BASES:Cours BASES 2022-23/Emma Schenkenberg van Mierop
Auteure : Emma Schenkenberg van Mierop
Introduction
La découverte du monde passe par la lecture. Elle est omniprésente à l’école, dans la vie quotidienne ou en ligne. Les élèves doivent côtoyer différents genres de textes comme des romans, des recettes de cuisine, des SMS, des journaux, etc. Il est difficile de participer à la vie citoyenne sans comprendre des textes, surtout que de nos jours, de plus en plus de textes sont disponibles sur Internet. Pourtant, en Suisse, environ 800 000 personnes de 16 à 65 ont de la difficulté à lire et à comprendre (Office fédéral de la culture, 2017). Il devient alors essentiel d’enseigner la compréhension en lecture afin d’aider les élèves «à mieux comprendre le monde et à pouvoir ainsi interagir socialement, culturellement et politiquement» (Guillemin, 2020). Dans cet article, je vais répondre aux questions suivantes : Quels sont les processus qui sont mis en œuvre lors de la compréhension de textes ? et Quels sont les facteurs qui favorisent ou qui entravent la compréhension de textes ?

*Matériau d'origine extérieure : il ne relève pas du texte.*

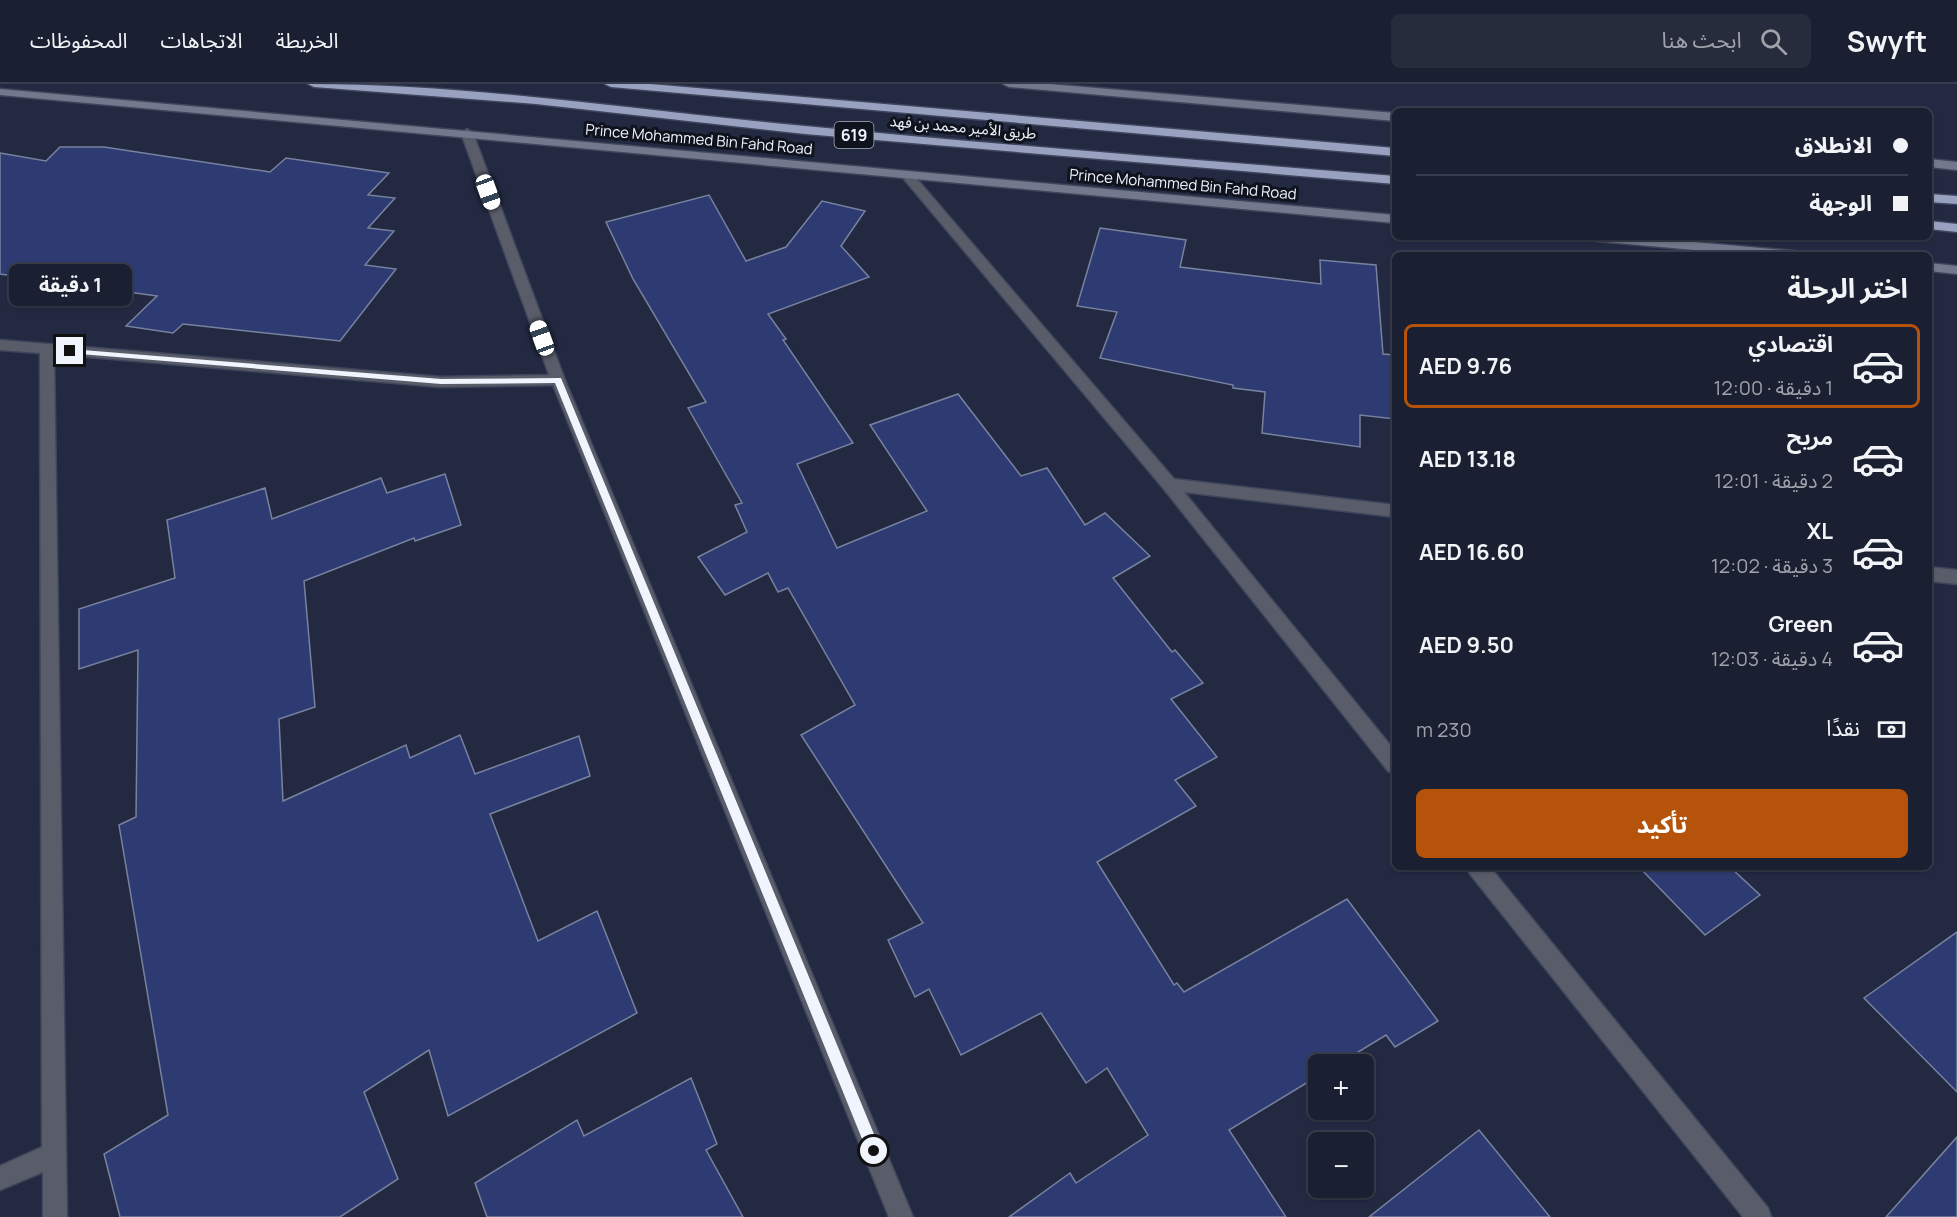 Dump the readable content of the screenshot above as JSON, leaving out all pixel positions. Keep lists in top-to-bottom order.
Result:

Partie 1 : Processus mis en oeuvre pour comprendre des textes
La compréhension d'un seul texte
La lecture d’un texte, qu’elle soit au format papier ou au format numérique est un «processus interactif» (Giasson, 2016, p.6). La compréhension d’un texte n’est pas innée et ne passe pas simplement par le décodage des mots, mais se construit et nécessite de mettre en œuvre des processus. Giasson (1990) a conçu un modèle interactif généralisé de la compréhension en lecture (figure 1), qui comporte :
- le lecteur avec ses connaissances et ses attitudes ainsi que les habiletés qu’il met en oeuvre durant la lecture.
- le texte avec l’intention de l’auteur, le genre littéraire, la structure du texte et son contenu.
- le contexte avec les conditions dans lesquelles se trouve le lecteur face au texte (psychologique, social et physique).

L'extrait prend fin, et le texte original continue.